『南北相法』(東京藝術大学附属図書館所蔵/出典:国書データベース、https://doi.org/10.20730/100378071)
NHK大河ドラマ『べらぼう』で主役を務める、江戸時代中期に吉原で生まれ育った蔦屋重三郎(つたや じゅうざぶろう)。その波瀾万丈な生涯が描かれて話題になっている。第41回「歌麿筆美人大首絵」では、蔦重と喜多川歌麿が『婦人相学十躰』を売り出すために、知恵を絞る。一方で、城中では松平定信が将軍補佐と奥勤め、勝手掛の辞職を願い出るが……。『なにかと人間くさい徳川将軍』など江戸時代の歴代将軍を解説した著作もある、偉人研究家の真山知幸氏が解説する。(JBpress編集部)
中山秀征が演じる国学者も「寛政の改革」で処罰された
あまり知られていない歴史人物に触れられるのが、大河ドラマの醍醐味だ。それもテレビでお馴染みのお笑い芸人やタレントが演じるとなると、より身近に感じられたりもする。

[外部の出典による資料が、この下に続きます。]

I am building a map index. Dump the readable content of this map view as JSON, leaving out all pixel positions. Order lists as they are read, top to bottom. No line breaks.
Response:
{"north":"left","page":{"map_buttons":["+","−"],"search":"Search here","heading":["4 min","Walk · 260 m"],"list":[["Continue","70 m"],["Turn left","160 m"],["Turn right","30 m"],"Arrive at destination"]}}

大河『べらぼう』では、錦絵『雛形若菜初模様(ひながたわかなのはつもよう)』を描いた絵師・礒田湖龍斎(いそだ こりゅうさい)をお笑い芸人の鉄拳が素顔をさらして演じたことでも話題になったが、そのほかにも、ダチョウ倶楽部の肥後克広が彫師役、3時のヒロインの福田麻貴が日本橋の女将役、コロコロチキチキペッパーズのナダルが表坊主役、有吉弘行が白河藩士・服部半蔵役と、お笑い芸人が続々と登場している。
ネプチューンの原田泰造にいたっては田沼意次の側近・三浦庄司役で多くの放送回に登場しているし、ひょうろくが演じる松前廣年もストーリー上、重要な役どころとなった。
今回の放送でも、誰もが知るタレントやお笑い芸人が登場している。それぞれユニークな役どころでSNSでも反響を呼んだ。
その一人がタレントの中山秀征。歌人で国学者の加藤千蔭(かとう ちかげ)を演じた。千蔭は、江戸町奉行の与力・加藤枝直(えなお)の子として生まれ、父の職を継ぎながら、歌や国学を父や賀茂真淵(かも まぶち)に学んだ。
蔦重はプロデュースした黄表紙3作が好色本にあたるとして、身上半減(しんしょうはんげん)の処罰を受け、財産を半分にされてしまったが、この加藤千蔭も実は、松平定信の「寛政の改革」で煮え湯を飲まされている。
どうも田沼意次の側近だったことから、何かとにらまれたようだ。驕奢な生活をとがめられ、減俸のうえ「閉門100日(門や窓をかたく閉じ、出入りを禁じる)」という処罰を受けているのだ。放送では「ちなみにこの千蔭先生も田沼派で閉門を受けた方です」というナレーションで、簡単に説明がなされた。
「お互い大変でしたね」と、処罰を受けた者同士で、蔦重と千蔭の2人が意気投合したのでは、と想像すると面白い。